START DATASET EXTRACT

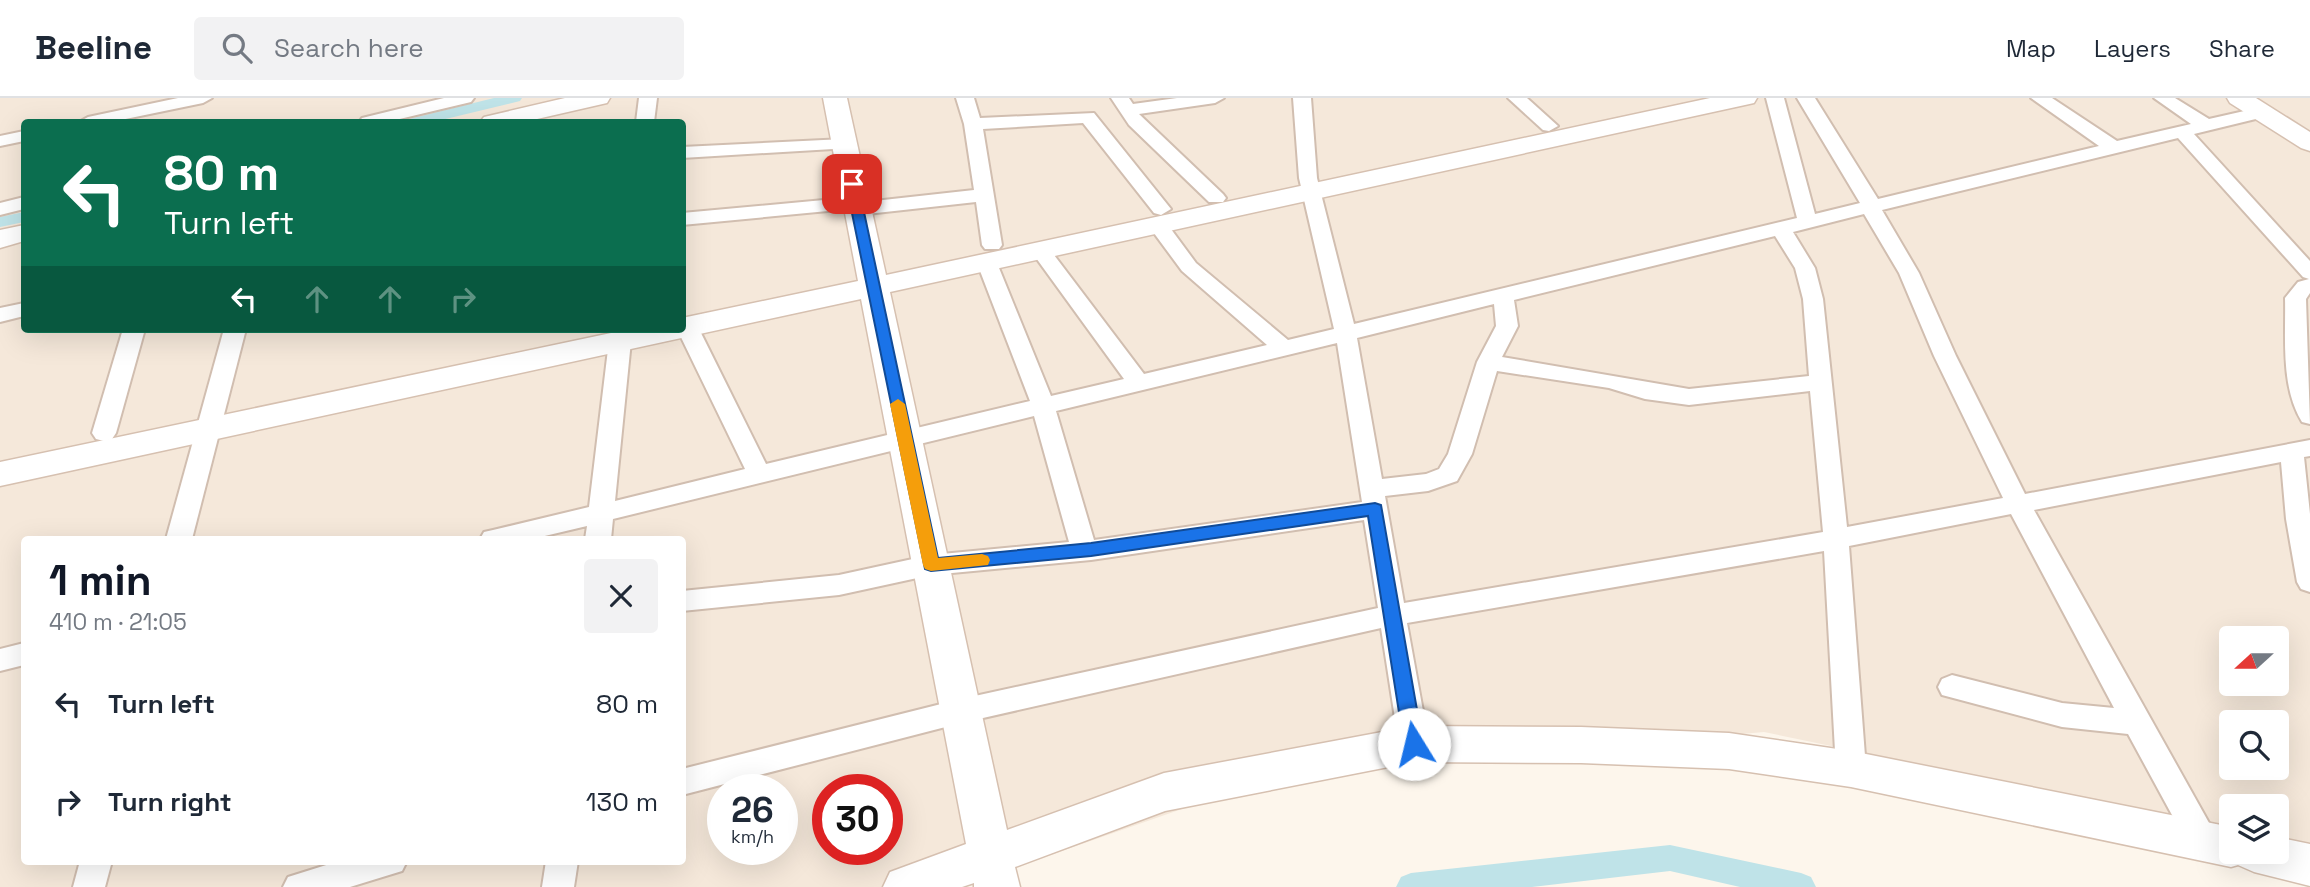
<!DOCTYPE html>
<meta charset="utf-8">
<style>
body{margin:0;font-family:"Space Grotesk",sans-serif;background:#f2f2f3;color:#1f2937;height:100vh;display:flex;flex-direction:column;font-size:26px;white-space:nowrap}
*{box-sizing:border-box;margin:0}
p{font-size:23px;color:#747a83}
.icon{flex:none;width:38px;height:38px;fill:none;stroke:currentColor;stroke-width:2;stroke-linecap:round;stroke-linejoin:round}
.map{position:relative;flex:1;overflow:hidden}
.details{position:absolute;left:21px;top:438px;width:665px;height:329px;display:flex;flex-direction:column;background:#fff;border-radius:7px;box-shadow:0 7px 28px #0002}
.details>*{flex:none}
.hud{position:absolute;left:21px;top:21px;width:665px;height:214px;border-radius:7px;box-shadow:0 7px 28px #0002;background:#0b6e4f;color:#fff;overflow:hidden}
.needle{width:46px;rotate:249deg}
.fabs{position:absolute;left:2219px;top:528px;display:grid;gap:14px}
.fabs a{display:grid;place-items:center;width:70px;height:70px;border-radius:7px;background:#fff;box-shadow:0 7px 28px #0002;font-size:35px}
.speed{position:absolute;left:707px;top:676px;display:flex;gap:14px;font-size:35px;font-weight:700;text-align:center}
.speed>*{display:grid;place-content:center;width:91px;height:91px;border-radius:50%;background:#fff;box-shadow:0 7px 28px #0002;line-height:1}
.speed small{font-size:18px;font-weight:400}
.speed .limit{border:10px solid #d22;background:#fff;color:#111}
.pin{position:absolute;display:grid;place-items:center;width:60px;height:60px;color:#fff;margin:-30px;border-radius:14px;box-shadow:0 4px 10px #0006}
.me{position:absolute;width:77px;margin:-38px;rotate:351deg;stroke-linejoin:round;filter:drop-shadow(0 0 5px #0008)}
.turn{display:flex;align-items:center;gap:24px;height:147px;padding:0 28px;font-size:32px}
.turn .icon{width:91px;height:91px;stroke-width:2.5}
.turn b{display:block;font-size:49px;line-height:60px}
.lanes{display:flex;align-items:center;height:66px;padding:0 28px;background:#0003;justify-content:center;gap:35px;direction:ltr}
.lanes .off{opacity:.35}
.round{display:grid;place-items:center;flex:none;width:74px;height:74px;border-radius:7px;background:#f2f2f3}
.head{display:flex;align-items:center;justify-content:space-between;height:119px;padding:0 28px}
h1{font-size:42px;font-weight:700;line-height:52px;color:#111827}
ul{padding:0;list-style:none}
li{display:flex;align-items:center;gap:21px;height:98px;padding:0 28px}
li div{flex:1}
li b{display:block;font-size:26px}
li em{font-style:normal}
header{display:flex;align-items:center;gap:42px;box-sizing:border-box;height:98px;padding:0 35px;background:#fff;border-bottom:2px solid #e0e1e3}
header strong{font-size:33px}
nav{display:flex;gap:38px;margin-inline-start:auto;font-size:24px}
.search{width:490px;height:63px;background:#f2f2f3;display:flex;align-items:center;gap:18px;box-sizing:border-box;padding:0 24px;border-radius:7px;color:#747a83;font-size:26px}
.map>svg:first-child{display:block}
.residential{fill:#f5e8da;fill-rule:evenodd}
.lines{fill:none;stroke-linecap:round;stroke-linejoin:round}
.canal{fill:#bfe3e8;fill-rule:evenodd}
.street-casing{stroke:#d1beb0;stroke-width:4}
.secondary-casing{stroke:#d6c0b0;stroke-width:3}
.street{fill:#fff;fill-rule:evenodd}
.secondary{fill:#fff;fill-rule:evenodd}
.route{fill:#1a73e8;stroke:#114b97;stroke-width:2}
.slow{fill:#f59e0b}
</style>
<header>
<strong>Beeline</strong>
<div class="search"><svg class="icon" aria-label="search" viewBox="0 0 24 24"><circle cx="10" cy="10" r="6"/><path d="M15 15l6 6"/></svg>Search here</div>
<nav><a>Map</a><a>Layers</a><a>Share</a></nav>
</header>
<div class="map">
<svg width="2310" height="789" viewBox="0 0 2310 789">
<rect width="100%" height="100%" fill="#fdf6ec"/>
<path class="residential" d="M0,0H2310V748L2277,741V709H2231V731L1764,634L1279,677L959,789H0ZM24,24H682V231H24ZM24,441H682V763H24ZM2231,541H2277V586H2231ZM2231,625H2277V670H2231ZM723,691H782V751H723ZM828,691H887V751H828Z"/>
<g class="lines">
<g class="canal">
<polygon points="494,0 522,0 520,3 433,24 407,24 409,21"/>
<polygon points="24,114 24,124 0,129 0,119"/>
<polygon points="1670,747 1801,775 1811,779 1816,789 1740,789 1670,773 1532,789 1396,789 1401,779 1411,775"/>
</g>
<defs>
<g id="street">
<polygon points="178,0 212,0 203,5 111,24 79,24 88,19"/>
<polygon points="444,0 474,0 471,4 387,24 359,24 362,20"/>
<polygon points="639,0 657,0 654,24 636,24"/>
<polygon points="956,0 974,0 980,20 1094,15 1171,111 1161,117 1154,115 1083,25 983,31 1002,147 999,151 985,151 982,147 976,104 858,117 849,111 682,127 682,115 856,99 865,104 974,92 964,26"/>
<polygon points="1111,0 1129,0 1133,6 1177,0 1224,0 1215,5 1139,16 1223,96 1226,100 1223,104 1209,104 1129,27"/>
<path d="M1293,0H1311L1317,80L1354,226L1797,120L1766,0H1784L1815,116L1860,105L1797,0H1815L1878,101L2099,48L2031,0H2052L2117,43L2191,26L2154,0H2175L2209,21L2262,9L2268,10L2271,14L2268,18L2194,36L2310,163V195L2306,201L2310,326L2302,324C2280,288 2286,239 2285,200L2298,184L2309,181L2303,179L2178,40L1882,112L1919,175L1956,258L2025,396L2310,342V358L2304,359L2310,416V494L2301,491L2297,484L2286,421L2281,364L2034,412L2213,732L2217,742L2213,752L2202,756L2191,752L2128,636L2062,629L1942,597L1938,589L1942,581L1952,577L2062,605L2114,610L2011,416L1849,448L1866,671L1861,680L1851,684L1841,680L1836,671L1824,453L1407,525L1429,646L1424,655L1414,658L1404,655L1399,646L1381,530L961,625L682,697V671L961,601L1378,510L1364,422L1091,462L931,477L839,497L682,513V493L839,477L931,457L1069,444L1034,318L613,421L611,441H585L587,428L532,441H480L484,434L493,432L589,409L609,243L612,238H628L631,243L615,403L745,371L677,231H682V223L695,224L698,229L766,366L1030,303L977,165L980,161H994L997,165L1051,298L1124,281L1031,153L1034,149H1048L1144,276L1267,247L1182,173L1148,127L1158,121L1165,123L1196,165L1288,242L1334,231L1299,80ZM1864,116L1899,175L1934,258L2003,400L1847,429L1823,201L1815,170L1793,134ZM1775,138L1795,170L1803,201L1809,278L1689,291L1502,259L1518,228L1514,202ZM1494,206L1496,228L1477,264L1448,356L1439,371L1426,376L1382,381L1357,240ZM1337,245L1362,404L1094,442L1056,313ZM1497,273L1609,290L1645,301L1689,307L1810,293L1823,434L1404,505L1385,398L1428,393L1457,383L1472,356Z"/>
<polygon points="1508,0 1527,0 1558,28 1549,33 1543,32"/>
<polygon points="24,33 24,43 0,48 0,38"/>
<polygon points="844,41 850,42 853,46 850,50 682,60 682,49"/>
<polygon points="24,99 24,111 0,117 0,105"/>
<polygon points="24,205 24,218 0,224 0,210"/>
<polygon points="123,231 145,231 116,335 112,341 104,343 96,341 92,335"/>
<polygon points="224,231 246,231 192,441 166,441"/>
<polygon points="24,545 24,567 0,573 0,551"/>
<polygon points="80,763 112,763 105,789 73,789"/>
<polygon points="339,763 407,763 402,773 350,789 283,789 288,779"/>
<polygon points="546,763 578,763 574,789 542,789"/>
</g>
<g id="secondary">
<polygon points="565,0 610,0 607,5 524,24 480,24 484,19"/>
<polygon points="823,0 847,0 886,177 1710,0 1757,0 1754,5 1745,7 890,194 1007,732 1164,675 1414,628 1581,629 1729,635 1851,653 2231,729 2231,754 2277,754 2277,739 2310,746 2310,788 2254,774 2238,767 2231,769 1851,689 1729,671 1581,665 1414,664 1165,713 1015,769 1020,789 974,789 974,785 962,789 883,789 890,774 966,746 861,201 0,388 0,364 630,231 682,231 682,220 858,183"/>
<polygon points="2227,0 2256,0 2310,34 2310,53 2301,50 2230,5"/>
<polygon points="24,127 24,143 0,150 0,132"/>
</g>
</defs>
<use href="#street" class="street-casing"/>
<use href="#secondary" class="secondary-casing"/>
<use href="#street" class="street"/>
<use href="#secondary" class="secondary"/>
</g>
<polygon class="route" points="852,82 858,86 938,460 1091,445 1375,405 1381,407 1423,646 1421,652 1414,654 1407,652 1404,646 1368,418 1091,458 931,473 925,471 846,86"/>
<polygon class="slow" points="898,301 905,306 938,460 982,456 988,458 990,462 988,467 931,473 925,471 923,467 890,306"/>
</svg>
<div class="fabs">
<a><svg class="needle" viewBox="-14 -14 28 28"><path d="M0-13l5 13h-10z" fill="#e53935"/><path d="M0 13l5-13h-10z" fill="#747a83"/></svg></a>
<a><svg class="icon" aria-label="search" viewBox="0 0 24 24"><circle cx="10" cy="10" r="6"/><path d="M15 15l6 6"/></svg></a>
<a><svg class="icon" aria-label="layers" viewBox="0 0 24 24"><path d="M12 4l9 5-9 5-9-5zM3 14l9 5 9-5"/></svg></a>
</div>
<div class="speed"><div>26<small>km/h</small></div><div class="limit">30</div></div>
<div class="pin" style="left:852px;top:86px;background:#d93025"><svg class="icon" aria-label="arrive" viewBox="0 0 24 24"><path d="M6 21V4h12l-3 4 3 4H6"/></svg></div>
<svg class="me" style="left:1414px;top:646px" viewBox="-20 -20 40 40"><circle r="19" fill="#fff"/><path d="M0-13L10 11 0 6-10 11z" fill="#1a73e8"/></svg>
<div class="hud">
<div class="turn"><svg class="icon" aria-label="left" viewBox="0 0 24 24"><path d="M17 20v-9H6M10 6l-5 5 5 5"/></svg><div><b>80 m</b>Turn left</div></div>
<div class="lanes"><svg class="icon" aria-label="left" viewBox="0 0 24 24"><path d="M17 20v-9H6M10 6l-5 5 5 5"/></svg><svg class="icon off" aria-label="ahead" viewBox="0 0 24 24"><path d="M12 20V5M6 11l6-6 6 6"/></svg><svg class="icon off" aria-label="ahead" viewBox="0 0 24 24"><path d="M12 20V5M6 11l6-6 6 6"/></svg><svg class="icon off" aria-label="right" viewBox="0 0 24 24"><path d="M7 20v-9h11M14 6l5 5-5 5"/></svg></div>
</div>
<section class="details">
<div class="head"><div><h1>1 min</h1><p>410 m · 21:05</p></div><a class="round"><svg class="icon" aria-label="close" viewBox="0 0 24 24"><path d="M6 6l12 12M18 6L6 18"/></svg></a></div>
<ul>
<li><svg class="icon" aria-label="left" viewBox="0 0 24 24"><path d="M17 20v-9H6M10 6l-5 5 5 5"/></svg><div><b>Turn left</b></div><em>80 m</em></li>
<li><svg class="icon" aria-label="right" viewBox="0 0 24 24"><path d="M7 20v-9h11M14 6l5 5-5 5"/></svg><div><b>Turn right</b></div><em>130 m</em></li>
</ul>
</section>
</div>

END DATASET EXTRACT

• _WHAT TO PRODUCE_
Which lines of the records above contain the word "rotate"? Report each one in full.

• _TASK ANSWER_
.needle{width:46px;rotate:249deg}
.me{position:absolute;width:77px;margin:-38px;rotate:351deg;stroke-linejoin:round;filter:drop-shadow(0 0 5px #0008)}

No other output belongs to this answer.